WHAT THE TASK REQUIRES: Across the following data, state how many lines include the word "SourceGraphic". Provide the number alone.

*** DATASET EXCERPTS ***

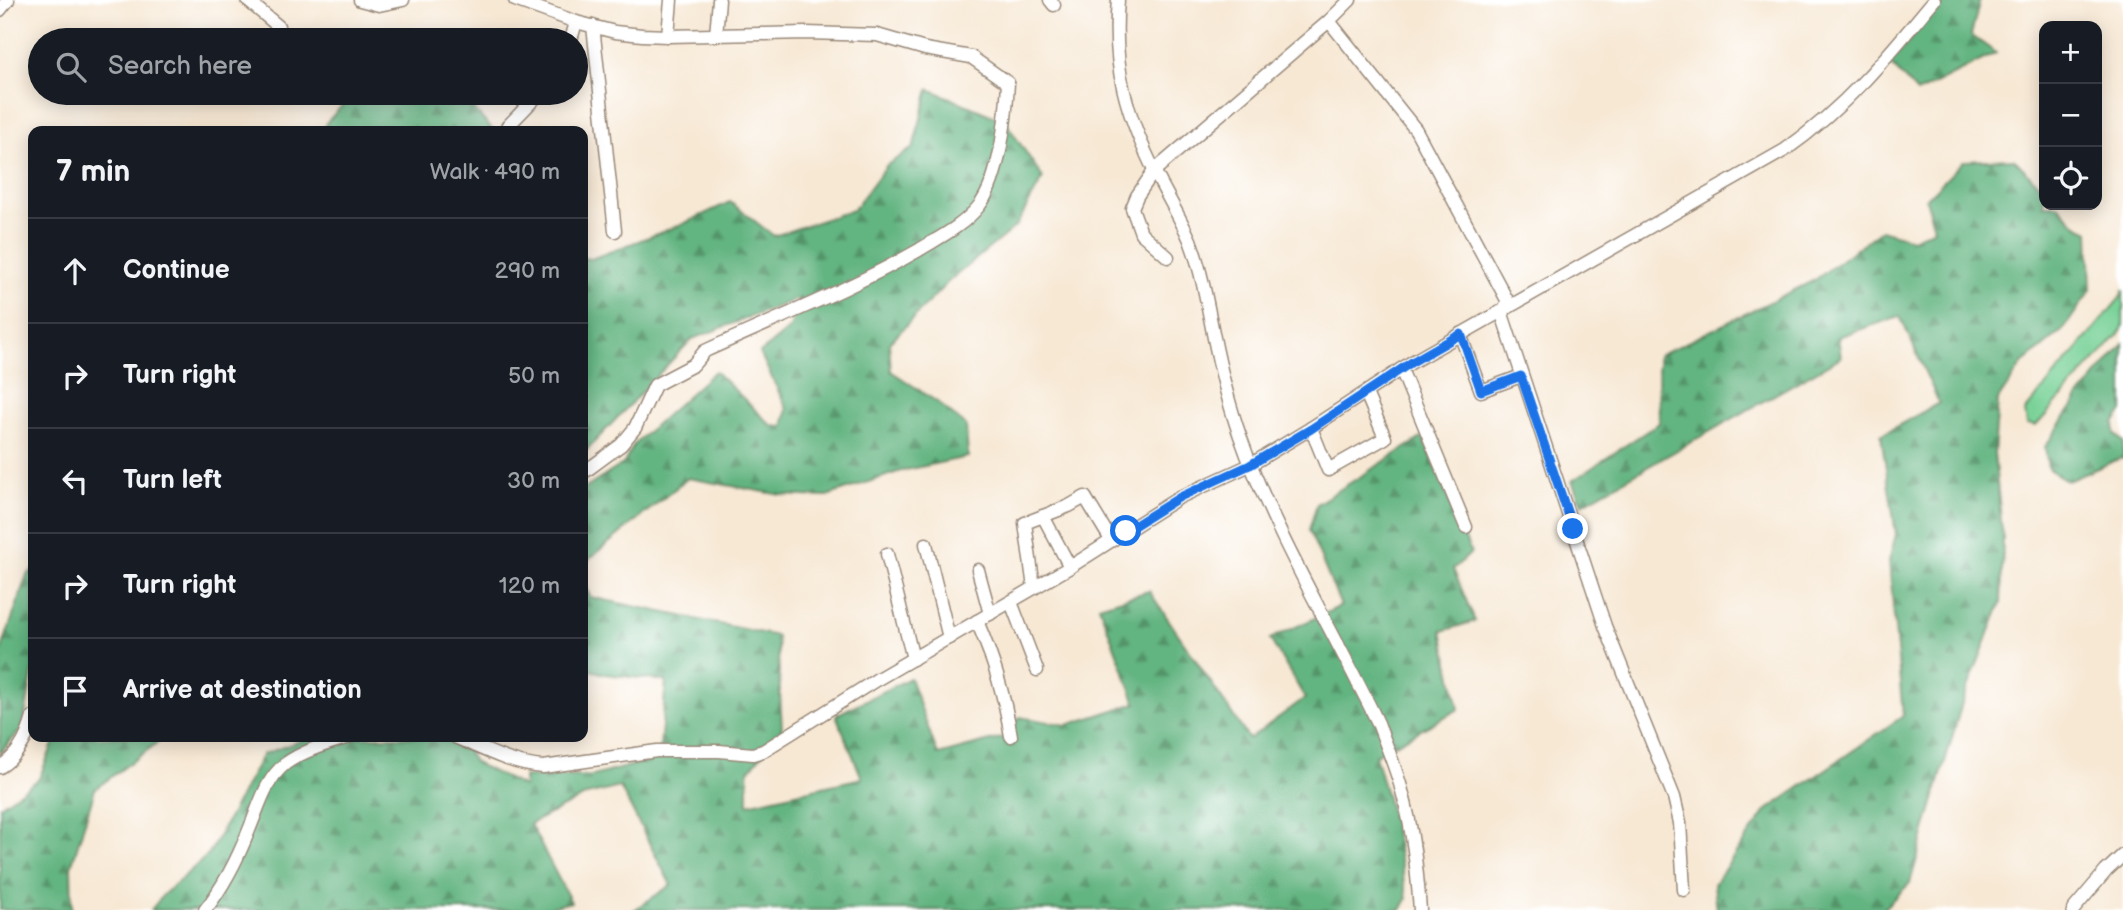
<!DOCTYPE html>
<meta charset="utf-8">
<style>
:root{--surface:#171b24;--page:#242831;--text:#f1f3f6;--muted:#9ea1a6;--line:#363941}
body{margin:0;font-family:"Balsamiq Sans",sans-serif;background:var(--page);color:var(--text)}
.controls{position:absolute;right:21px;top:21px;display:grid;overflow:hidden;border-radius:14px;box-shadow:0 4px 18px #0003}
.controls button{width:63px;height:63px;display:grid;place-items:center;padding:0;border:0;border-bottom:2px solid var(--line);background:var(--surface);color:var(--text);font:35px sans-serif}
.stop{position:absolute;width:21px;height:21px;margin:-16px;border:5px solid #1a73e8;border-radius:50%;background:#fff}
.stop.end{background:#1a73e8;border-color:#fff;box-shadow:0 2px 7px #0008}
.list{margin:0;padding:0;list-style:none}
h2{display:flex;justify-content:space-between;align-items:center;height:91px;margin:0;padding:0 28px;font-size:30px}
h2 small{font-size:23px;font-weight:400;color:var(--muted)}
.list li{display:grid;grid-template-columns:46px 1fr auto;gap:21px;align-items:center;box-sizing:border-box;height:105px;padding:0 28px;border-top:2px solid var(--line)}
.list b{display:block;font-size:26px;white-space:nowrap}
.list em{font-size:23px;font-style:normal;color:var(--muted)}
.icon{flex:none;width:38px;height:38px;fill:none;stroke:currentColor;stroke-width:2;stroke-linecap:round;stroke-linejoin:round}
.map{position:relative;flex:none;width:2123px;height:910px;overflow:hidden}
.search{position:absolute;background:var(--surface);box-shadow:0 4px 18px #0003;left:28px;top:28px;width:560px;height:77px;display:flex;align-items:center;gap:18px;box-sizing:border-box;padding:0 24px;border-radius:38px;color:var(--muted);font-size:26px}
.panel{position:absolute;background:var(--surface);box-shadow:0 4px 18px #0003;left:28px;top:126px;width:560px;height:616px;border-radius:14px}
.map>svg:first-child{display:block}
.green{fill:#79d298;stroke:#5a7e5b;stroke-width:2}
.forest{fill:url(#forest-firs);stroke:#4e6f4f;stroke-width:2}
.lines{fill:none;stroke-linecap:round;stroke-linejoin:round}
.minor-casing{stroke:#998979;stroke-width:15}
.minor{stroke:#fff;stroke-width:12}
.route{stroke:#1a73e8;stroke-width:9}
</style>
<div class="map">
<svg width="2123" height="910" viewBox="0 0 2123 910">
<defs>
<pattern id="forest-firs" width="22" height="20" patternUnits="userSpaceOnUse" patternTransform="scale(1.75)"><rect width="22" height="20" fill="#62b480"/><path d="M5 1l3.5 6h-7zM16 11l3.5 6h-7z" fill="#529368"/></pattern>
</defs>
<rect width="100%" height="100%" fill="#fff"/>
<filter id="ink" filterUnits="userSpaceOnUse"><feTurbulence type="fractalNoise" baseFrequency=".0143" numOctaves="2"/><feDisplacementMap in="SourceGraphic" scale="14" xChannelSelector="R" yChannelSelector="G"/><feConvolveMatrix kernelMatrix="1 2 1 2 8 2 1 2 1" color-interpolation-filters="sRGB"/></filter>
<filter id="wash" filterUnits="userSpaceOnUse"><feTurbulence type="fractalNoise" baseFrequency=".00686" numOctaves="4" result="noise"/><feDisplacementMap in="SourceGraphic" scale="28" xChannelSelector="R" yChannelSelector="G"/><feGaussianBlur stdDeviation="1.57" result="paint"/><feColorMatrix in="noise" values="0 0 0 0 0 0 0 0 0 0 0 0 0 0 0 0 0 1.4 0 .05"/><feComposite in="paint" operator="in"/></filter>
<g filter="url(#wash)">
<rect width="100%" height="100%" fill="#f7e8d4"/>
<path class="green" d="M 2123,290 L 2123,327 L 2118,335 L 2036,426 L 2027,424 L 2025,411 L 2120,298 Z"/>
<g class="forest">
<path d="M 1944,0 L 1980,0 L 1971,35 L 1996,53 L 1917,93 L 1890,63 Z"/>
<path d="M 929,89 L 1005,121 L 1043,178 L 1016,226 L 949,281 L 889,343 L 891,371 L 937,402 L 966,426 L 968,457 L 901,471 L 824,497 L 781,495 L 688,478 L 588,560 L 583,576 L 590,597 L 777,636 L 782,729 L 748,772 L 748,804 L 862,778 L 836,715 L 910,678 L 938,755 L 1005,737 L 1020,717 L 1067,725 L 1136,703 L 1099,606 L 1149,591 L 1249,739 L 1305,698 L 1270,639 L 1341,606 L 1309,530 L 1317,504 L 1423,437 L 1471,553 L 1453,569 L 1475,621 L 1442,631 L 1459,709 L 1375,755 L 1392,816 L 1407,899 L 1401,910 L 634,910 L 671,885 L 620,787 L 587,795 L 530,824 L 571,902 L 540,910 L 151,910 L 163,895 L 209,854 L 263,754 L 311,737 L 458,737 L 475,763 L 524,787 L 524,777 L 593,776 L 659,758 L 666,681 L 605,674 L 583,668 L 583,490 L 624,463 L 634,444 L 715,371 L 772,426 L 783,427 L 787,409 L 760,353 L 790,328 L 800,298 L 692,339 L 583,454 L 583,258 L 591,259 L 683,224 L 730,202 L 774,236 L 853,210 L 887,165 L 913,148 Z"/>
<path d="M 354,93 L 458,93 L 494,131 L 324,131 L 326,123 Z"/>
<path d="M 2014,159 L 2044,190 L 2044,205 L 2058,205 L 2077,225 L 2089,231 L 2091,290 L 2063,330 L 2023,363 L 1998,400 L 1994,454 L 2003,539 L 2001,603 L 1962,703 L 1910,883 L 1882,910 L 1717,910 L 1714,884 L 1767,810 L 1903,716 L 1889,561 L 1896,534 L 1881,435 L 1939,403 L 1900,316 L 1838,337 L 1841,357 L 1582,504 L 1572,481 L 1659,423 L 1658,356 L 1815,280 L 1881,230 L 1912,239 L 1934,229 L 1926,199 L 1964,161 Z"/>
<path d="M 2123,344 L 2123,412 L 2114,423 L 2115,434 L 2123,442 L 2123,459 L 2121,458 L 2068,481 L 2048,469 L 2045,447 L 2079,397 Z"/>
<path d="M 33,570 L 33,670 L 23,728 L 0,753 L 0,654 L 27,575 Z"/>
<path d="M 56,737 L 165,737 L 95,789 L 71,867 L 72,910 L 0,910 L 0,806 L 39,779 Z"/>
</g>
</g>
<g filter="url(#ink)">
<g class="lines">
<g class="minor-casing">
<g id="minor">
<path d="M 247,0 L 278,26"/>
<path d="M 360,0 L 379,5 L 403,0"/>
<path d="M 515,0 L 576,22 L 615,32 L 642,35 L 668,36 L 806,33 L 877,35 L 925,49 L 971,57 L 1008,83 C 1006,117 1000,179 979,206 C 963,226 940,237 919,250 C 851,289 777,318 705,351 L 693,365 L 655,385 L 635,428 L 621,445 L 583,473"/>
<path d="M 1050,0 L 1054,5"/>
<path d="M 1118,0 C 1112,66 1126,115 1156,174 C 1167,196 1180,217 1190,240 C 1201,269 1207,302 1213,333 C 1220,368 1228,402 1240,436 C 1275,536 1332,628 1378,723 C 1386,745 1396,768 1402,791 C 1413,830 1417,870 1420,910"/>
<path d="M 0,10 L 8,0"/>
<path d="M 1329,21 L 1416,130 L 1507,300 L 1506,307 L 1502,314 L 1605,626 L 1674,797 L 1680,823 L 1684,890"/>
<path d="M 593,26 L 615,231"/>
<path d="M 716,35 L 719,0"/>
<path d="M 668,36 L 671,0"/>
<path d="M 571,40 L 576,22"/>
<path d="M 507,127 L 540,93"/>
<path d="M 1168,257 L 1141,233 L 1132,208 L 1137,196 L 1154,171 L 1329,21 L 1350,0"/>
<path d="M 1460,334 L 1481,391 L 1521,376"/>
<path d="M 1401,369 L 1466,527"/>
<path d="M 1311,428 L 1328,470 L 1385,438 L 1366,393"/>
<path d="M 1043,516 L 1070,567"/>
<path d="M 926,544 L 949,638"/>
<path d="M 887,554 L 913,659"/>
<path d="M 978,570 L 990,614"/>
<path d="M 1034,588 L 1025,523 L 1069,506 L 1085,497 L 1111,540"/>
<path d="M 1011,602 L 1037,670"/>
<path d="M 977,621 C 994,661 1004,694 1011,736"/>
<path d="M 455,737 C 483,749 513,765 543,767 L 657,751 L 719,751 L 753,754 L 763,751 L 876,680 L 1070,567 L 1180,497 L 1250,465 L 1308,430 L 1412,362 L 1785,150 C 1845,108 1888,56 1934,0"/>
<path d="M 0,767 C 18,756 28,736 33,717"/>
<path d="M 205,910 C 224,886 238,858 249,830 C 259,807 265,780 285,764 C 304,750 327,744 349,737"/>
<path d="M 2073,910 L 2106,871 L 2123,855"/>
</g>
</g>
<use href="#minor" class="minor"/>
</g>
</g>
<g class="lines" filter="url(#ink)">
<path class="route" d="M 1126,531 L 1180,497 L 1250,465 L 1311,429 L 1412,362 L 1461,334 L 1481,391 L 1521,376 L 1573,529"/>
</g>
</svg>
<div class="controls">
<button>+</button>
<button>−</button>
<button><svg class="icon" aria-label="locate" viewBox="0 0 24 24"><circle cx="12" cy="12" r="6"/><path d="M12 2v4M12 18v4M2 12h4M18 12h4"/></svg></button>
</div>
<div class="stop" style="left:1126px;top:531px"></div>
<div class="stop end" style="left:1573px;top:529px"></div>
<div class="search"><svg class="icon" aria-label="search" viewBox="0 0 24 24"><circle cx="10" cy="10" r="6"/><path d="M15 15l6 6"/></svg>Search here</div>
<section class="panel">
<h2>7 min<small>Walk · 490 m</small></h2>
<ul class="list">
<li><svg class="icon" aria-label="ahead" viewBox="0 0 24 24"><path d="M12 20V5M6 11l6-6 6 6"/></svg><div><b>Continue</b></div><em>290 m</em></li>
<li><svg class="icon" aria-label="right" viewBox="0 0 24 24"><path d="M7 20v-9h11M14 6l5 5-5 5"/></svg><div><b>Turn right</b></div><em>50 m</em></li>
<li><svg class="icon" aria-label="left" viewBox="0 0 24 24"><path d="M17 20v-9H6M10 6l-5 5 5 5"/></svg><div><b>Turn left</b></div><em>30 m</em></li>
<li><svg class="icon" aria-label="right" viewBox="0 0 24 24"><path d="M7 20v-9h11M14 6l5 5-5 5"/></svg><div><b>Turn right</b></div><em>120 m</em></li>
<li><svg class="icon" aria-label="arrive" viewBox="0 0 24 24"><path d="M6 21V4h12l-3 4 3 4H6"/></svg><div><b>Arrive at destination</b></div></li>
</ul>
</section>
</div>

*** End of DATASET EXCERPTS ***

RESPONSE BELOW: 2